[Source data]
'''

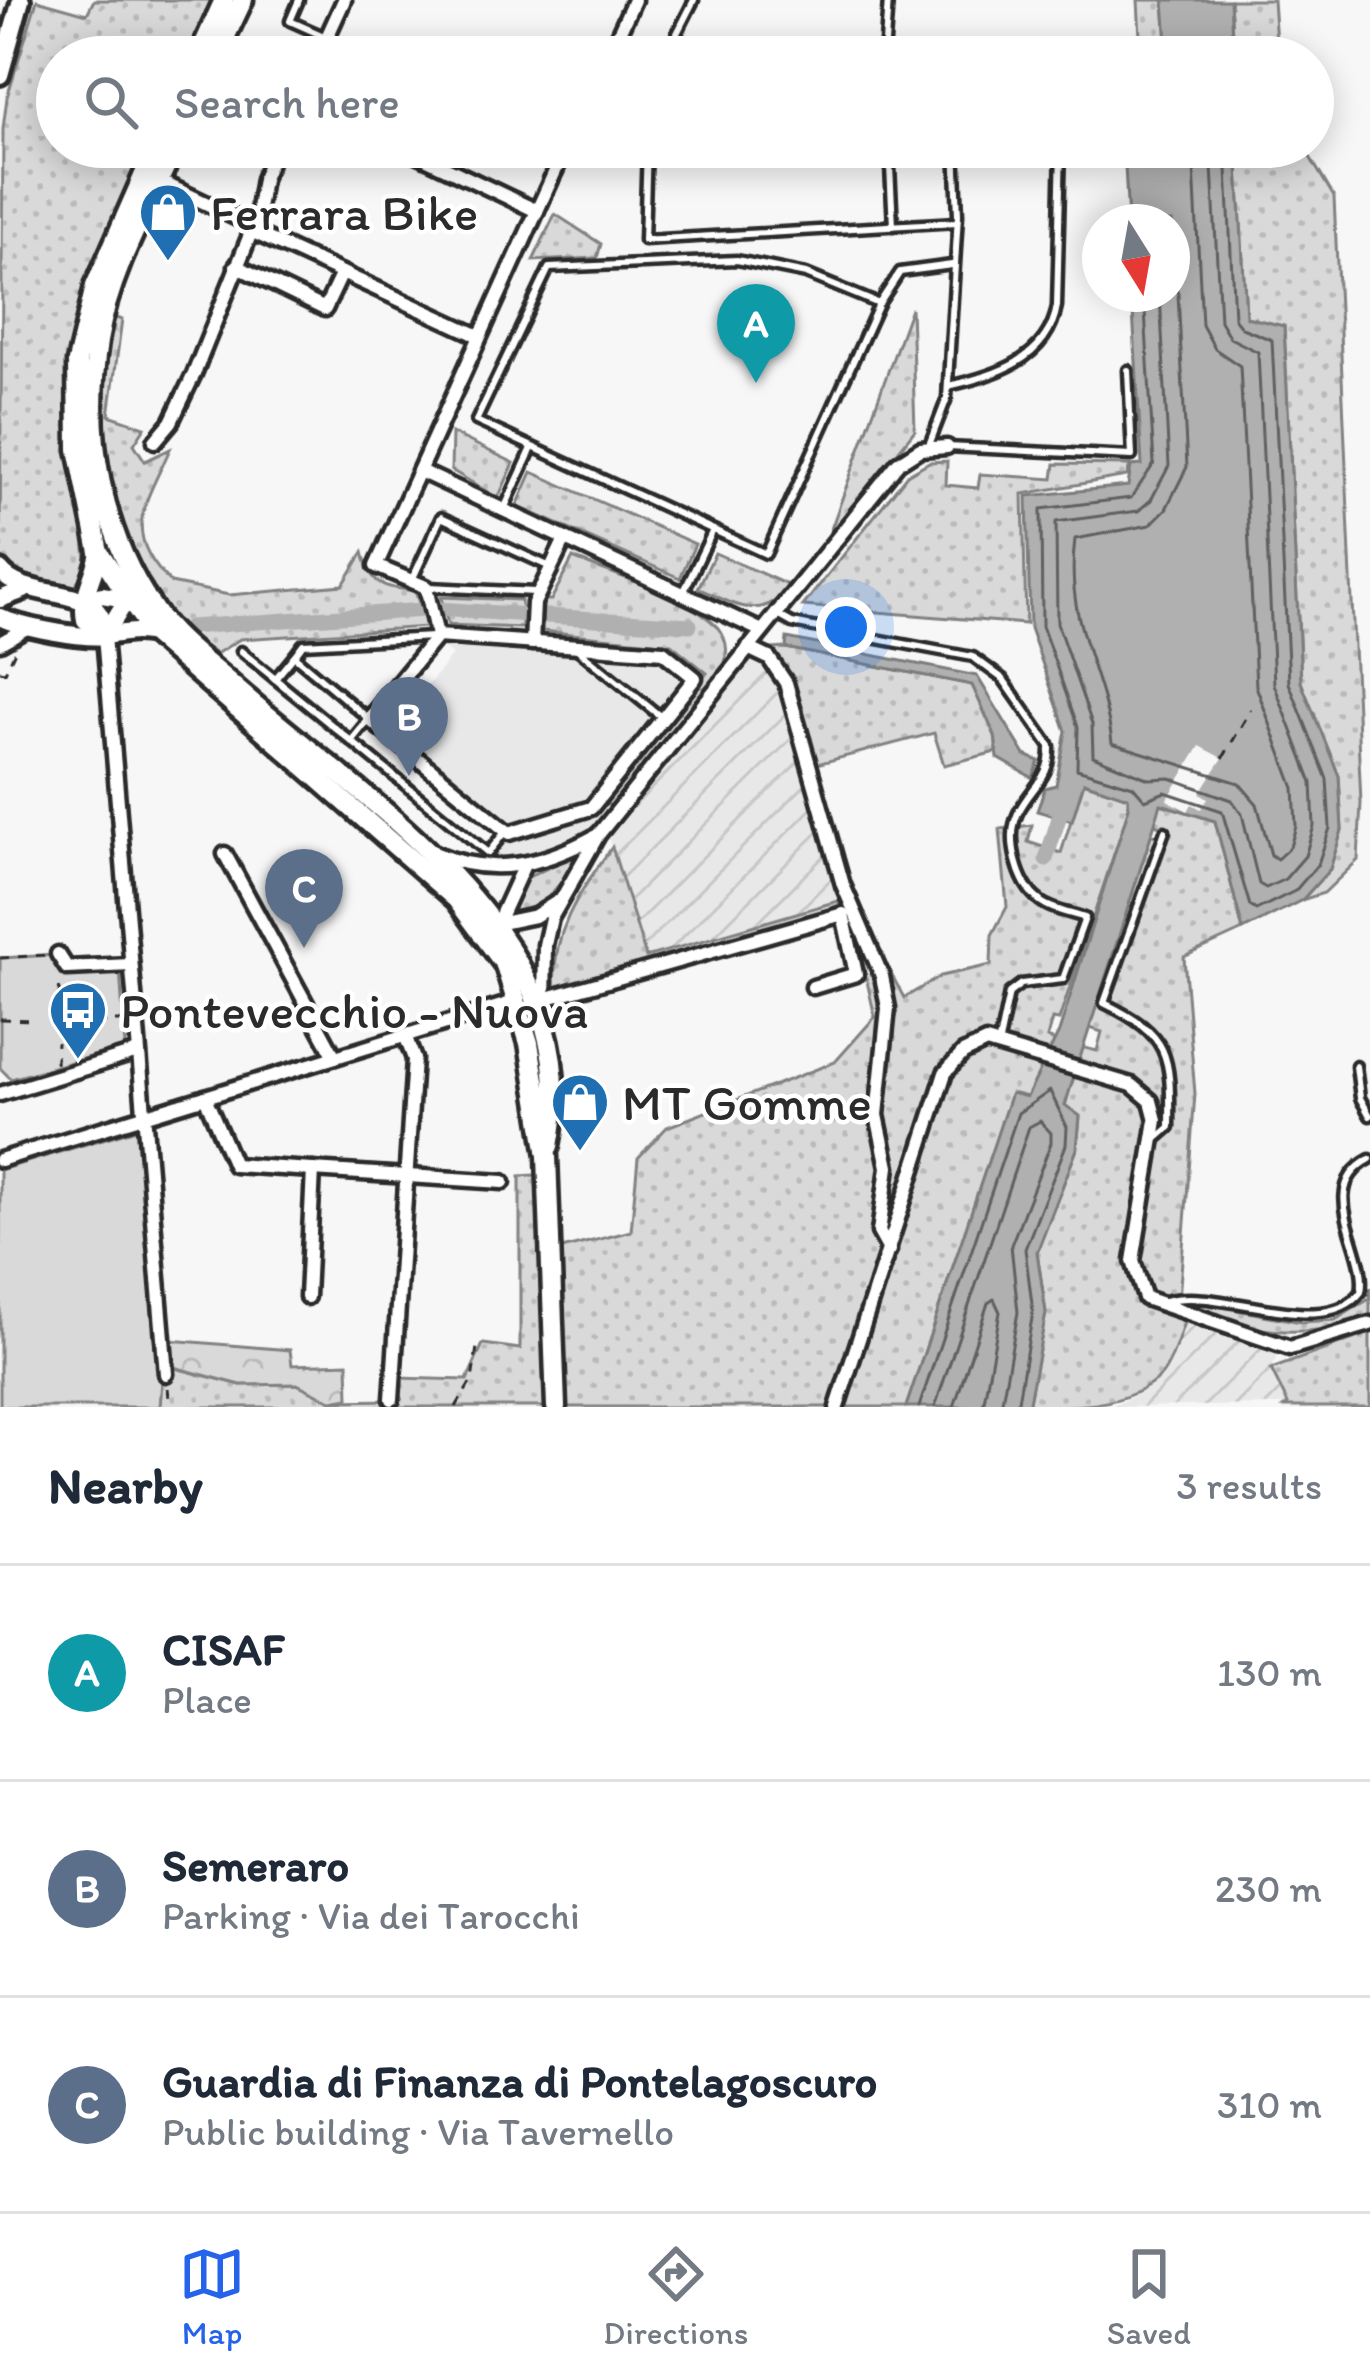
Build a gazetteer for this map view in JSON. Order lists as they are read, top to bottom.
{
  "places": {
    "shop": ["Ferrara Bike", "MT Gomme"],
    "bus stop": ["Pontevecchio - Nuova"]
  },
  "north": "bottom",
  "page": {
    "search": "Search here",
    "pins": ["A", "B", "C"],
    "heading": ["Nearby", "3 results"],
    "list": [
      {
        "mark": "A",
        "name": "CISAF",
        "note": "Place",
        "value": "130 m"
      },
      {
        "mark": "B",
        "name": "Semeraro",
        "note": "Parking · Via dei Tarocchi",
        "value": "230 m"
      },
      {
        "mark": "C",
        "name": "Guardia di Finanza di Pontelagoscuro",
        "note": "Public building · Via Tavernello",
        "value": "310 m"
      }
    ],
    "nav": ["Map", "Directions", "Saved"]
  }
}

'''

WHAT IS REQUIRED: Line by line, write out the entries exactly, and leave the pictures out.

SOLUTION TO THIS EXERCISE:
Build a gazetteer for this map view in JSON. Order lists as they are read, top to bottom.
{
  "places": {
    "shop": ["Ferrara Bike", "MT Gomme"],
    "bus stop": ["Pontevecchio - Nuova"]
  },
  "north": "bottom",
  "page": {
    "search": "Search here",
    "pins": ["A", "B", "C"],
    "heading": ["Nearby", "3 results"],
    "list": [
      {
        "mark": "A",
        "name": "CISAF",
        "note": "Place",
        "value": "130 m"
      },
      {
        "mark": "B",
        "name": "Semeraro",
        "note": "Parking · Via dei Tarocchi",
        "value": "230 m"
      },
      {
        "mark": "C",
        "name": "Guardia di Finanza di Pontelagoscuro",
        "note": "Public building · Via Tavernello",
        "value": "310 m"
      }
    ],
    "nav": ["Map", "Directions", "Saved"]
  }
}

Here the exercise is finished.